Em 3 de março, a Enel reiterou que a explosão foi causada pelo acúmulo de gases inflamáveis dentro de uma galeria subterrânea, cuja origem ainda não foi identificada. A empresa afirmou que, após medições que indicaram a ausência de riscos, o buraco foi fechado e tampado, e que a rede elétrica subterrânea não foi danificada. A Enel também esclareceu que no local há apenas cabos de energia, sem equipamentos como transformadores.

## Linha do tempo

* **1º de março de 2026, por volta das 22h15**: Explosão subterrânea na Rua da Consolação, próximo ao número 2.104.
* **2 de março de 2026, 10h30**: Equipe da Enel chega ao local do incidente, quase 12 horas após a explosão.
* **2 de março de 2026**: Prefeito Ricardo Nunes (MDB) responsabiliza a Enel pelo ocorrido.
* **2 de março de 2026**: Enel e Comgás divergem sobre a causa da explosão, com a Enel apontando gás inflamável e a Comgás negando vazamento de gás natural.
* **3 de março de 2026, por volta das 6h20**: Rua da Consolação é liberada para o tráfego após quase 30 horas de interdição.
* **3 de março de 2026**: Enel afirma que a explosão foi causada por acúmulo de gases inflamáveis em galeria subterrânea, sem danos à rede elétrica, e que a origem dos gases ainda é desconhecida.

## Principais atores

* **Prefeitura de São Paulo**: Órgão municipal que, através do prefeito Ricardo Nunes, responsabilizou a Enel pelo incidente.
* **Enel**: Concessionária de distribuição de energia elétrica em São Paulo, apontada pela prefeitura como responsável e que negou a autoria, sugerindo vazamento de gás.

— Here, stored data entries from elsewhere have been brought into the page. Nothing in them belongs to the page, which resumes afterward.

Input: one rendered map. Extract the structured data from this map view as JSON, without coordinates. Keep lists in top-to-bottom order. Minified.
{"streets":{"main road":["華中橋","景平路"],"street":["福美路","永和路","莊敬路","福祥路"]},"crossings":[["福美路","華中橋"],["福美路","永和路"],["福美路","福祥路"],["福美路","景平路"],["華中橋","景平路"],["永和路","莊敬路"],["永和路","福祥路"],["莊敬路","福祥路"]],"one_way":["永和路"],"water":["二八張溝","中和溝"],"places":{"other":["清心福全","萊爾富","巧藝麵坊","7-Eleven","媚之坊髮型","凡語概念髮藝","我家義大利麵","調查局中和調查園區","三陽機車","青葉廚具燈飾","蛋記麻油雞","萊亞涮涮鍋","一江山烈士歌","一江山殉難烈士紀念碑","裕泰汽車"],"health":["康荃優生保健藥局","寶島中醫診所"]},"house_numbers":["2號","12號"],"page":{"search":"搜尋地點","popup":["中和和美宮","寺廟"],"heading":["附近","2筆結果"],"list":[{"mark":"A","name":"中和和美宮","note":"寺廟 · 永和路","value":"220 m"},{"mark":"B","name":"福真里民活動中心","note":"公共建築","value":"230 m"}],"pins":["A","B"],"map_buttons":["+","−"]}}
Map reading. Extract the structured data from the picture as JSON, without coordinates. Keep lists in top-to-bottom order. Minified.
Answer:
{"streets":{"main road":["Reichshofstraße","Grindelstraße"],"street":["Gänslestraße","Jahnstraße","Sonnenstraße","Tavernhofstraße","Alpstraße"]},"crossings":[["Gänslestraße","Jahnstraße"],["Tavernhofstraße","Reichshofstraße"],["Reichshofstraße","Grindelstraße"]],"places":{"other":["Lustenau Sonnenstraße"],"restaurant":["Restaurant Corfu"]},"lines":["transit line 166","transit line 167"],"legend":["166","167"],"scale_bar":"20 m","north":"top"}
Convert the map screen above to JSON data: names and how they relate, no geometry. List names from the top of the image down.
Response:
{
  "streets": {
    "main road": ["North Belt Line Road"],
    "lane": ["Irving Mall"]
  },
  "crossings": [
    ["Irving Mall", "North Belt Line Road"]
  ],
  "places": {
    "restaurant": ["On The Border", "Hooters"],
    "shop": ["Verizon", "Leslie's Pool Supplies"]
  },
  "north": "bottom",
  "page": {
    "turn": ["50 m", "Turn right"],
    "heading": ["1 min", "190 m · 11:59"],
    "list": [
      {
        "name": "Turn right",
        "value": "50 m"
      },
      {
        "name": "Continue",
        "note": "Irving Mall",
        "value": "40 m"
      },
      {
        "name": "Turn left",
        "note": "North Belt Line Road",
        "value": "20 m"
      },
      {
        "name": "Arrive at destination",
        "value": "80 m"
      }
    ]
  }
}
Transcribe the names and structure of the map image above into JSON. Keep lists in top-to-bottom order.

Posteriormente, afirmou que a explosão foi causada por acúmulo de gases inflamáveis em galeria subterrânea.
* **Comgás (Companhia de Gás de São Paulo)**: Concessionária de gás natural, que negou qualquer vazamento de gás natural encanado no local da explosão.
* **Corpo de Bombeiros**: Acionado para atender à ocorrência.
* **CET (Companhia de Engenharia de Tráfego)**: Acionada para gerenciar o tráfego na região afetada e confirmou a liberação da via.

## Termos importantes

* **Cratera**: Abertura ou buraco profundo no solo, neste caso, no asfalto da Rua da Consolação, causado pela explosão.
* **Gás inflamável**: Gás que pode facilmente pegar fogo ou explodir sob certas condições. A presença de gás inflamável foi um ponto de discórdia entre as concessionárias e apontada pela Enel como causa da explosão.
* **Rede subterrânea**: Sistema de cabos e tubulações instalados abaixo da superfície do solo, como os cabos elétricos da Enel e as tubulações de gás da Comgás, que foram o foco da investigação sobre a causa da explosão.
* **Programa SmartSampa**: Iniciativa que utiliza câmeras de monitoramento, uma das quais registrou o momento da explosão.